Sozial.de im Gespräch mit dem Vorsitzenden des Deutschen Berufsverbandes für Soziale Arbeit, Michael Leinenbach

Es fehlt jegliche berufsethische Grundlage, um Soziale Arbeit an Abschiebungen zu beteiligen. Diese Haltung leitet der Vorsitzende des Deutschen Berufsverbandes für Soziale Arbeit (DBSH), Michael Leinenbach, aus der eigenen Berufsethik ab, die vor zwei Jahren verabschiedet wurde. Das formulierte er in einem Positionspapier. Sozial.de im Gespräch über Hintergründe und Konsequenzen.

Herr Leinenbach, Diskussionen um schnellere Abschiebepraxis und eine andere Flüchtlingspolitik werden seit längerem geführt. Gab es Michael Leinenbach, DBSH-Vorsitzender im Portraitjetzt einen konkreten Anlass für Ihr Positionspapier?

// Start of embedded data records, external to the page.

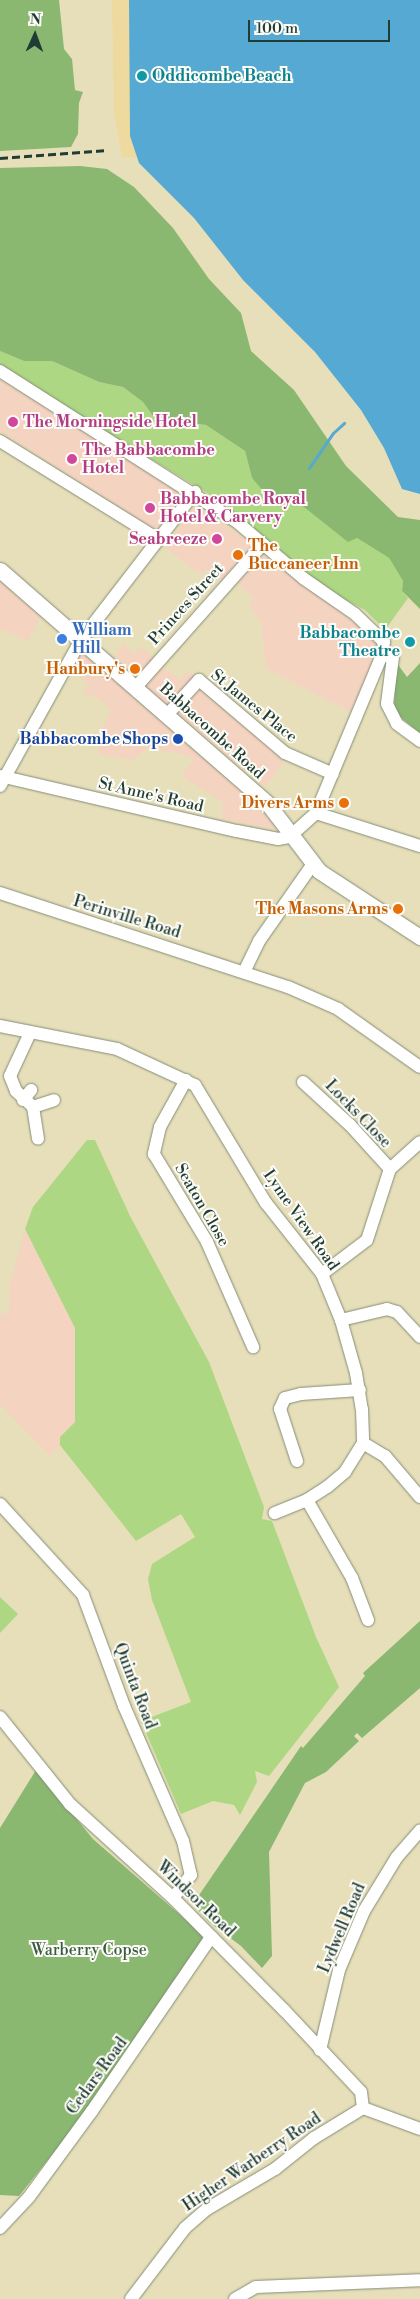 <!DOCTYPE html>
<style>
body{margin:0}
#map{position:relative;width:420px;height:2299px;overflow:hidden;background:#e7dfba;font-family:"Libre Bodoni",serif}
div>[style]{position:absolute}
[style*='--x']{left:calc(var(--x)*1px);top:calc(var(--y)*1px);width:calc(var(--w)*1px);rotate:calc(var(--a)*1deg)}
.built>*{inset:0;background:#f4d3c1}
.green>*{inset:0;background:#add783}
.forest>*{inset:0;background:#8ab871}
.sand>*{inset:0;background:#eeda9e}
.water>*{inset:0;background:#56a9d2}
.stream>*{height:3px;margin:-1.5px;padding:0 1.5px;transform-origin:1.5px;border-radius:1.5px;background:#56a9d2}
.roads{filter:drop-shadow(0 0 1px #838e77) drop-shadow(0 0 1px #838e77)}
.minor>*{height:12px;margin:-6px;padding:0 6px;transform-origin:6px;border-radius:6px;background:#fff}
.major>*{height:15px;margin:-7.5px;padding:0 7.5px;transform-origin:7.5px;border-radius:7.5px;background:#fff}
.rail>*{height:3px;margin-top:-1.5px;transform-origin:0;background:repeating-linear-gradient(90deg,#1f3d34 0 8px,transparent 0 12px)}
.dots>*{width:14px;height:14px;translate:-50% -50%;box-sizing:border-box;border:2px solid #fdfcf7;border-radius:50%}
span{translate:-50% -50%;white-space:nowrap;text-align:center;line-height:1.15;-webkit-text-stroke:4px #fdfcf7;paint-order:stroke}
.culture-label{font-size:16px;color:#0d838f;font-weight:700}
.left{translate:0 -50%;text-align:left}
.right{translate:-100% -50%;text-align:right}
.hotel-label{font-size:16px;color:#b23c85;font-weight:700}
.food-label{font-size:16px;color:#c56008;font-weight:700}
.street-label{font-size:16px;color:#1f3d34}
.shop-label{font-size:16px;color:#366cbe;font-weight:700}
.transit-label{font-size:16px;color:#164399;font-weight:700}
.park-label{font-size:16px;color:#3b5c44}
.north{position:absolute;left:10px;top:10px;width:50px;height:50px;-webkit-text-stroke:4px #fdfcf7;paint-order:stroke;rotate:2deg;font-size:14px;font-weight:700;line-height:20px;text-align:center;color:#1f3d34}
.north::after{content:'';display:block;margin:auto;width:18px;height:22px;background:#1f3d34;clip-path:polygon(50% 0,100% 100%,50% 72%,0 100%)}
.scale{position:absolute;left:248px;top:20px;width:142px;height:22px;box-sizing:border-box;border:2px solid #1f3d34;border-top:0;padding-left:6px;font-size:15px;line-height:18px;white-space:nowrap;color:#1f3d34;-webkit-text-stroke:4px #fdfcf7;paint-order:stroke}
</style>
<div id="map">
<div class="built">
<i style="clip-path:polygon(0 380px,183px 491px,157px 531px,0 431px)"></i>
<i style="clip-path:polygon(196px 506px,254px 545px,223px 582px,207px 570px,203px 574px,191px 568px,165px 547px)"></i>
<i style="clip-path:polygon(265px 555px,298px 582px,380px 638px,371px 672px,351px 712px,266px 669px,261px 623px,248px 604px,254px 599px,238px 582px)"></i>
<i style="clip-path:polygon(0 576px,41px 616px,28px 641px,0 629px)"></i>
<i style="clip-path:polygon(123px 644px,135px 654px,141px 647px,155px 658px,136px 677px,115px 656px)"></i>
<i style="clip-path:polygon(84px 651px,238px 784px,239px 789px,260px 804px,275px 829px,222px 819px,223px 802px,181px 776px,194px 759px,184px 755px,147px 748px,133px 760px,98px 754px,102px 729px,111px 709px,92px 694px,89px 697px,83px 692px,89px 684px,70px 669px)"></i>
<i style="clip-path:polygon(160px 667px,181px 680px,187px 671px,199px 680px,286px 758px,265px 787px,145px 687px)"></i>
<i style="clip-path:polygon(25px 1229px,75px 1328px,75px 1422px,60px 1437px,60px 1445px,50px 1456px,0 1404px,0 1315px,9px 1311px,10px 1285px)"></i>
</div>
<div class="green">
<i style="clip-path:polygon(0 351px,24px 361px,52px 361px,99px 382px,123px 387px,143px 402px,155px 419px,206px 425px,245px 451px,252px 478px,282px 499px,299px 502px,348px 541px,357px 538px,389px 558px,403px 581px,402px 591px,408px 598px,385px 630px,365px 610px,327px 590px,222px 502px,0 367px)"></i>
<i style="clip-path:polygon(87px 1140px,95px 1140px,130px 1216px,209px 1362px,264px 1507px,262px 1519px,272px 1521px,316px 1637px,339px 1687px,269px 1776px,255px 1771px,257px 1782px,240px 1815px,234px 1805px,213px 1801px,181px 1814px,141px 1721px,191px 1702px,152px 1600px,148px 1579px,152px 1564px,195px 1537px,181px 1514px,136px 1541px,60px 1445px,60px 1437px,75px 1422px,75px 1328px,25px 1229px,33px 1207px)"></i>
<i style="clip-path:polygon(0 1597px,18px 1614px,0 1633px)"></i>
</div>
<div class="forest">
<i style="clip-path:polygon(0 0,59px 0,64px 49px,72px 59px,75px 90px,83px 92px,79px 103px,78px 134px,71px 147px,0 151px)"></i>
<i style="clip-path:polygon(80px 166px,107px 169px,134px 187px,173px 228px,209px 279px,241px 313px,251px 351px,294px 390px,346px 466px,398px 517px,420px 520px,420px 609px,402px 591px,403px 581px,389px 558px,357px 538px,348px 542px,299px 503px,265px 493px,252px 478px,245px 451px,206px 425px,155px 419px,143px 402px,123px 387px,99px 382px,52px 361px,24px 361px,0 351px,0 168px)"></i>
<i style="clip-path:polygon(396px 662px,407px 677px,420px 663px,420px 733px,394px 712px)"></i>
<i style="clip-path:polygon(420px 1621px,420px 1688px,362px 1738px,357px 1733px,354px 1736px,359px 1741px,326px 1772px,305px 1783px,269px 1852px,272px 1956px,262px 1968px,241px 1946px,209px 1922px,193px 1905px,195px 1901px,301px 1746px,303px 1748px,365px 1676px,363px 1673px)"></i>
<i style="clip-path:polygon(36px 1770px,93px 1839px,210px 1941px,62px 2142px,19px 2196px,0 2195px,0 1828px)"></i>
</div>
<div class="sand">
<i style="clip-path:polygon(112px 0,169px 0,181px 160px,122px 157px,114px 112px)"></i>
</div>
<div class="water">
<i style="clip-path:polygon(129px 0,420px 0,420px 494px,402px 489px,384px 448px,361px 410px,315px 352px,243px 280px,194px 218px,139px 163px,130px 136px)"></i>
</div>
<div class="stream">
<i style="--x:309;--y:468;--w:42;--a:-55.6"></i>
<i style="--x:333;--y:433;--w:15;--a:-42"></i>
</div>
<div class="roads">
<div class="minor">
<i style="--x:0;--y:371;--w:281;--a:32.5"></i>
<i style="--x:237;--y:522;--w:87;--a:40.3"></i>
<i style="--x:303;--y:578;--w:63;--a:34.7"></i>
<i style="--x:355;--y:614;--w:40;--a:44"></i>
<i style="--x:384;--y:642;--w:13;--a:99"></i>
<i style="--x:382;--y:655;--w:171;--a:112.7"></i>
<i style="--x:316;--y:813;--w:31;--a:138"></i>
<i style="--x:0;--y:441;--w:186;--a:31.8"></i>
<i style="--x:382;--y:655;--w:11;--a:10"></i>
<i style="--x:393;--y:657;--w:47;--a:97.3"></i>
<i style="--x:387;--y:704;--w:22;--a:63"></i>
<i style="--x:397;--y:724;--w:29;--a:36"></i>
<i style="--x:136;--y:687;--w:190;--a:-48.4"></i>
<i style="--x:166;--y:716;--w:49;--a:-47.5"></i>
<i style="--x:199;--y:680;--w:113;--a:40.3"></i>
<i style="--x:285;--y:753;--w:52;--a:23.6"></i>
<i style="--x:0;--y:776;--w:243;--a:13.1"></i>
<i style="--x:237;--y:831;--w:42;--a:11"></i>
<i style="--x:278;--y:839;--w:17;--a:-10"></i>
<i style="--x:0;--y:786;--w:167;--a:-61"></i>
<i style="--x:81;--y:640;--w:187;--a:-52.4"></i>
<i style="--x:316;--y:813;--w:109;--a:17.6"></i>
<i style="--x:0;--y:893;--w:303;--a:18.1"></i>
<i style="--x:288;--y:987;--w:55;--a:23.7"></i>
<i style="--x:338;--y:1009;--w:100;--a:35.3"></i>
<i style="--x:244;--y:972;--w:34;--a:-64"></i>
<i style="--x:259;--y:941;--w:94;--a:-55"></i>
<i style="--x:0;--y:1026;--w:119;--a:11.1"></i>
<i style="--x:117;--y:1049;--w:86;--a:24.8"></i>
<i style="--x:195;--y:1085;--w:138;--a:59"></i>
<i style="--x:266;--y:1203;--w:90;--a:51.7"></i>
<i style="--x:322;--y:1274;--w:50;--a:67.6"></i>
<i style="--x:341;--y:1320;--w:55;--a:74.2"></i>
<i style="--x:356;--y:1373;--w:36;--a:81"></i>
<i style="--x:362;--y:1409;--w:34;--a:88"></i>
<i style="--x:363;--y:1443;--w:34;--a:122"></i>
<i style="--x:345;--y:1472;--w:23;--a:140"></i>
<i style="--x:327;--y:1487;--w:24;--a:147"></i>
<i style="--x:307;--y:1500;--w:35;--a:158"></i>
<i style="--x:30;--y:1033;--w:47;--a:114.9"></i>
<i style="--x:10;--y:1076;--w:16;--a:68"></i>
<i style="--x:16;--y:1091;--w:23;--a:43"></i>
<i style="--x:33;--y:1107;--w:32;--a:81"></i>
<i style="--x:186;--y:1080;--w:54;--a:119"></i>
<i style="--x:160;--y:1127;--w:28;--a:103"></i>
<i style="--x:154;--y:1154;--w:103;--a:58.9"></i>
<i style="--x:207;--y:1242;--w:115;--a:66.3"></i>
<i style="--x:303;--y:1082;--w:64;--a:42.5"></i>
<i style="--x:350;--y:1125;--w:59;--a:47.7"></i>
<i style="--x:23;--y:1100;--w:13;--a:-51"></i>
<i style="--x:33;--y:1107;--w:22;--a:-18"></i>
<i style="--x:322;--y:1274;--w:56;--a:-37.1"></i>
<i style="--x:367;--y:1240;--w:75;--a:-72.1"></i>
<i style="--x:390;--y:1169;--w:40;--a:-42"></i>
<i style="--x:341;--y:1320;--w:47;--a:-13.4"></i>
<i style="--x:387;--y:1309;--w:10;--a:17"></i>
<i style="--x:397;--y:1312;--w:34;--a:47"></i>
<i style="--x:363;--y:1443;--w:26;--a:31"></i>
<i style="--x:385;--y:1456;--w:54;--a:49.5"></i>
<i style="--x:297;--y:1461;--w:55;--a:-108.1"></i>
<i style="--x:280;--y:1409;--w:12;--a:-66"></i>
<i style="--x:285;--y:1398;--w:16;--a:-14"></i>
<i style="--x:301;--y:1394;--w:59;--a:-3.9"></i>
<i style="--x:307;--y:1500;--w:90;--a:60"></i>
<i style="--x:352;--y:1578;--w:45;--a:69.1"></i>
<i style="--x:0;--y:1504;--w:123;--a:47.6"></i>
<i style="--x:83;--y:1595;--w:118;--a:69.7"></i>
<i style="--x:124;--y:1706;--w:147;--a:66.4"></i>
<i style="--x:183;--y:1841;--w:35;--a:77"></i>
<i style="--x:191;--y:1875;--w:29;--a:128"></i>
<i style="--x:0;--y:1717;--w:112;--a:51.2"></i>
<i style="--x:70;--y:1804;--w:139;--a:42.4"></i>
<i style="--x:173;--y:1898;--w:158;--a:45.3"></i>
<i style="--x:284;--y:2010;--w:112;--a:46.8"></i>
<i style="--x:361;--y:2092;--w:16;--a:83"></i>
<i style="--x:320;--y:2050;--w:82;--a:-76.6"></i>
<i style="--x:339;--y:1970;--w:64;--a:-67"></i>
<i style="--x:364;--y:1911;--w:63;--a:-58.6"></i>
<i style="--x:397;--y:1857;--w:35;--a:-49"></i>
<i style="--x:363;--y:2108;--w:61;--a:20.2"></i>
<i style="--x:0;--y:2228;--w:42;--a:-46.9"></i>
<i style="--x:29;--y:2197;--w:107;--a:-53.8"></i>
<i style="--x:92;--y:2111;--w:211;--a:-55.6"></i>
<i style="--x:131;--y:2299;--w:89;--a:-52.7"></i>
<i style="--x:185;--y:2228;--w:29;--a:-41"></i>
<i style="--x:207;--y:2209;--w:79;--a:-30.5"></i>
<i style="--x:275;--y:2169;--w:50;--a:-38.5"></i>
<i style="--x:314;--y:2138;--w:57;--a:-31.5"></i>
<i style="--x:235;--y:2299;--w:24;--a:-30"></i>
<i style="--x:256;--y:2287;--w:164;--a:-2.4"></i>
</div>
<div class="major">
<i style="--x:0;--y:570;--w:356;--a:41.1"></i>
<i style="--x:268;--y:804;--w:84;--a:52.7"></i>
<i style="--x:319;--y:871;--w:121;--a:33.2"></i>
</div>
</div>
<div class="rail">
<i style="--x:0;--y:158;--w:108;--a:-4.2"></i>
</div>
<div class="dots">
<i style="left:142px;top:76px;background:#0f9aa8"></i>
<i style="left:13px;top:422px;background:#d1479c"></i>
<i style="left:72px;top:459px;background:#d1479c"></i>
<i style="left:150px;top:508px;background:#d1479c"></i>
<i style="left:217px;top:539px;background:#d1479c"></i>
<i style="left:238px;top:555px;background:#e8710a"></i>
<i style="left:62px;top:639px;background:#3f7fe0"></i>
<i style="left:410px;top:642px;background:#0f9aa8"></i>
<i style="left:135px;top:669px;background:#e8710a"></i>
<i style="left:178px;top:739px;background:#1a4fb4"></i>
<i style="left:344px;top:803px;background:#e8710a"></i>
<i style="left:398px;top:909px;background:#e8710a"></i>
</div>
<div class="culture-label">
<span class="left" style="left:152px;top:76px">Oddicombe Beach</span>
<span class="right" style="left:400px;top:642px">Babbacombe<br>Theatre</span>
</div>
<div class="hotel-label">
<span class="left" style="left:23px;top:422px">The Morningside Hotel</span>
<span class="left" style="left:82px;top:459px">The Babbacombe<br>Hotel</span>
<span class="left" style="left:160px;top:508px">Babbacombe Royal<br>Hotel &amp; Carvery</span>
<span class="right" style="left:207px;top:539px">Seabreeze</span>
</div>
<div class="food-label">
<span class="left" style="left:248px;top:555px">The<br>Buccaneer Inn</span>
<span class="right" style="left:125px;top:669px">Hanbury's</span>
<span class="right" style="left:334px;top:803px">Divers Arms</span>
<span class="right" style="left:388px;top:909px">The Masons Arms</span>
</div>
<div class="street-label">
<span style="left:186px;top:604px;rotate:-48deg">Princes Street</span>
<span style="left:254px;top:706px;rotate:39deg">St James Place</span>
<span style="left:212px;top:731px;rotate:42deg">Babbacombe Road</span>
<span style="left:151px;top:795px;rotate:13deg">St Anne's Road</span>
<span style="left:127px;top:917px;rotate:17deg">Perinville Road</span>
<span style="left:358px;top:1114px;rotate:46deg">Locks Close</span>
<span style="left:202px;top:1205px;rotate:60deg">Seaton Close</span>
<span style="left:301px;top:1220px;rotate:55deg">Lyme View Road</span>
<span style="left:135px;top:1686px;rotate:69deg">Quinta Road</span>
<span style="left:196px;top:1899px;rotate:44deg">Windsor Road</span>
<span style="left:342px;top:1928px;rotate:-67deg">Lydwell Road</span>
<span style="left:97px;top:2076px;rotate:-54deg">Cedars Road</span>
<span style="left:252px;top:2162px;rotate:-34deg">Higher Warberry Road</span>
</div>
<div class="shop-label">
<span class="left" style="left:72px;top:639px">William<br>Hill</span>
</div>
<div class="transit-label">
<span class="right" style="left:168px;top:739px">Babbacombe Shops</span>
</div>
<div class="park-label">
<span style="left:89px;top:1950px">Warberry Copse</span>
</div>
<div class="north">N</div>
<div class="scale">100 m</div>
</div>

Michael Leinenbach: Flüchtlingsarbeit im Rahmen der Sozialen Arbeit hat Grenzen. Konkret gab es Anfragen von Flüchtlingsräten dazu. Es zeigt sich: Bei der Einbindung Sozialer Arbeit in die Abschiebungen ist nun eine rote Linie übertreten worden. Deshalb haben wir aus unserer Berufsethik heraus Positionen entwickelt. Schnittpunkte ergeben sich auch aus der neuen Definition zur Sozialen Arbeit und zum Qualifizierungsrahmen. Das Positionspapier greift damit exemplarisch das Handlungsfeld der Flüchtlingshilfe auf, so wie wir auch für andere Felder Sozialer Arbeit anhand dieser Ethik ableiten könnten, ob rote Linien betreten werden. Wir hoffen damit eine berufsethische Diskussion anzuregen. Wer, wenn nicht wir, soll sich zum Thema Abschiebung positionieren?

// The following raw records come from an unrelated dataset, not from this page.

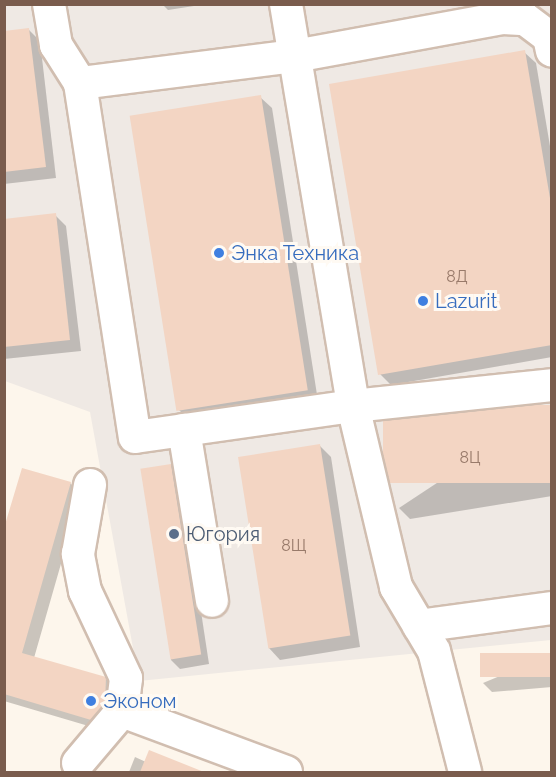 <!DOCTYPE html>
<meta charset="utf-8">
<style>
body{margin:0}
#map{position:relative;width:556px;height:777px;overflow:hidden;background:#fdf6ec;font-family:Raleway,sans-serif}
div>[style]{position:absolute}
.industrial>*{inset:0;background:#efe9e4}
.shadow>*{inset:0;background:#0003}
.building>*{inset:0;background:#f3d5c3;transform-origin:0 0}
.roads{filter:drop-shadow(2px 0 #d1beb0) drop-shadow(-2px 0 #d1beb0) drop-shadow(0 2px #d1beb0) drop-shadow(0 -2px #d1beb0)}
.minor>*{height:32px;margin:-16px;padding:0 16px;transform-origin:16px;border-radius:16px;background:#fff}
.dots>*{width:16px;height:16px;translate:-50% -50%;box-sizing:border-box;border:3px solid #fffaf3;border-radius:50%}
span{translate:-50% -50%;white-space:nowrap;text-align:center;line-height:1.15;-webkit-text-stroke:6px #fffaf3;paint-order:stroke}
.number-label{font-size:16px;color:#987a6a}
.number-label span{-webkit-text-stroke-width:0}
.shop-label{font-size:20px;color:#366cbe}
.left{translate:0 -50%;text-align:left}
.service-label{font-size:20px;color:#4e5e75}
.frame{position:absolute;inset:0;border:6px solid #7a5c4d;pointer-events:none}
</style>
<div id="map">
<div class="industrial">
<div style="clip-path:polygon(4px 5px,551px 5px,551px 640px,139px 681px,90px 412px,5px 381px)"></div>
</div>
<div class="shadow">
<div style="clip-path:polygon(162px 4px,207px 4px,168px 10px)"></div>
<div style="clip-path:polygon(28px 29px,40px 41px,56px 178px,4px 184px,4px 32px)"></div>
<div style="clip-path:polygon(524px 52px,536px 63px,552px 158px,552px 357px,391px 385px,380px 374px)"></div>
<div style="clip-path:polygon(260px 97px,272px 108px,318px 401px,190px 421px,179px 410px)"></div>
<div style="clip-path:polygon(55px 215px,66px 226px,81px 351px,4px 359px,4px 221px)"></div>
<div style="clip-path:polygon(552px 407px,552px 496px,410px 519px,399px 508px)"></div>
<div style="clip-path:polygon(320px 446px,331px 457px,360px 647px,280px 660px,269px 648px)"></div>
<div style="clip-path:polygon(171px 465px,180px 474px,209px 664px,180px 669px,171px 660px)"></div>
<div style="clip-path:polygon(70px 483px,81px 494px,34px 658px,105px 678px,116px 689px,102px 730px,4px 701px,4px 534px)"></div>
<div style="clip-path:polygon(552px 654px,552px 687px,492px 692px,483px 683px)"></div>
<div style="clip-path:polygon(135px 757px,146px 762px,179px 763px,188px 772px,129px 772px)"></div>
</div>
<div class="building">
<div style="clip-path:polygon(29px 28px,46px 167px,4px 172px,4px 31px)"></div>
<div style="clip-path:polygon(525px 50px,552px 210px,552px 345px,378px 375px,329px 84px)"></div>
<div style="left:261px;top:95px;width:299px;height:133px;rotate:81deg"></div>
<div style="clip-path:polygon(56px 213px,70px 340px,4px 347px,4px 219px)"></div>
<div style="left:552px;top:405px;width:78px;height:169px;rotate:90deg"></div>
<div style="left:320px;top:444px;width:194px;height:83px;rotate:81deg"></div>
<div style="left:171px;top:464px;width:193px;height:31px;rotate:81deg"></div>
<div style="clip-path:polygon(22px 468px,71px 482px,22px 653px,106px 677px,105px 703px,91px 720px,4px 694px,4px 528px)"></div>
<div style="left:552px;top:653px;width:24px;height:72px;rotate:90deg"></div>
<div style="clip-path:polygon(149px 750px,204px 772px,140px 772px)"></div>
</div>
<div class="roads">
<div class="minor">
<div style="left:49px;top:4px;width:42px;rotate:80.3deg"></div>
<div style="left:56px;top:45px;width:45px;rotate:57.7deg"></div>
<div style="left:80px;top:83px;width:358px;rotate:81.2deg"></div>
<div style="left:135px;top:437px;width:220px;rotate:-8.1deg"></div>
<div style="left:353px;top:406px;width:200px;rotate:-6deg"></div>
<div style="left:286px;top:4px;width:408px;rotate:80.5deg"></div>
<div style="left:353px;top:406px;width:186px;rotate:76.6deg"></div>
<div style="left:396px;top:587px;width:74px;rotate:59.3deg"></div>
<div style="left:434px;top:651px;width:125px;rotate:75.6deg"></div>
<div style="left:80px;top:83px;width:217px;rotate:-7.2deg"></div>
<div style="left:295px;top:56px;width:211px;rotate:-10.4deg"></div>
<div style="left:503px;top:18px;width:22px;rotate:3deg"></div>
<div style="left:525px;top:19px;width:30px;rotate:37deg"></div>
<div style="left:549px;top:37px;width:14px;rotate:78deg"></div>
<div style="left:184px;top:430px;width:173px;rotate:80.7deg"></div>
<div style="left:419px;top:626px;width:134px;rotate:-7.7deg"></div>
<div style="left:122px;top:711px;width:175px;rotate:20.4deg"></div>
<div style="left:78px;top:763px;width:68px;rotate:-49.8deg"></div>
<div style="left:122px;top:711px;width:33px;rotate:-83deg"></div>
<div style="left:126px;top:678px;width:96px;rotate:-115.2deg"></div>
<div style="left:85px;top:591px;width:38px;rotate:-101deg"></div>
<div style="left:78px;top:554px;width:70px;rotate:-80.1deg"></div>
</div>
</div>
<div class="dots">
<div style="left:219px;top:253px;background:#3f7fe0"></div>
<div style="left:423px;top:301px;background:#3f7fe0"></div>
<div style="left:174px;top:534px;background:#5c6f8a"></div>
<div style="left:91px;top:701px;background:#3f7fe0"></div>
</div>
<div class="number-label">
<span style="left:457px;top:277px">8Д</span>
<span style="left:470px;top:458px">8Ц</span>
<span style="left:294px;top:546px">8Щ</span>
</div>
<div class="shop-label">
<span class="left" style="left:231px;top:253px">Энка Техника</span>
<span class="left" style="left:435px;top:301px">Lazurit</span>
<span class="left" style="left:103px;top:701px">Эконом</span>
</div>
<div class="service-label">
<span class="left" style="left:186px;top:534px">Югория</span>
</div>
<div class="frame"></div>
</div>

Welche Diskussion ist aus Ihrer Sicht notwendig zu führen?

Leinenbach: Wir müssen uns Gedanken darüber machen, wo wir noch im Rahmen unserer Berufsethik handeln und wo, ich sag es mal, als Anweisungsempfänger im Rahmen von Verwaltungen. Natürlich kann der Staat von seinen Beamtinnen und Beamten verlangen, eine Dienstanweisung zu erfüllen. Aber, wenn der verbeamtete Sozialarbeiter den Auftrag erhält, bei der Abschiebung mitzuwirken, hat das keinen professionellen Hintergrund mehr. Die Grundfrage ist: Wie stark ist der einzelne, oder wo greift die Anordnungspflicht, beispielsweise im Rahmen der Verbeamtung und was passiert, wenn ich mich davon löse?

Gibt es nicht auch solche Haltungen, dass Menschen gerade in für sie schwierigsten Prozessen, Beistand und Unterstützung benötigen?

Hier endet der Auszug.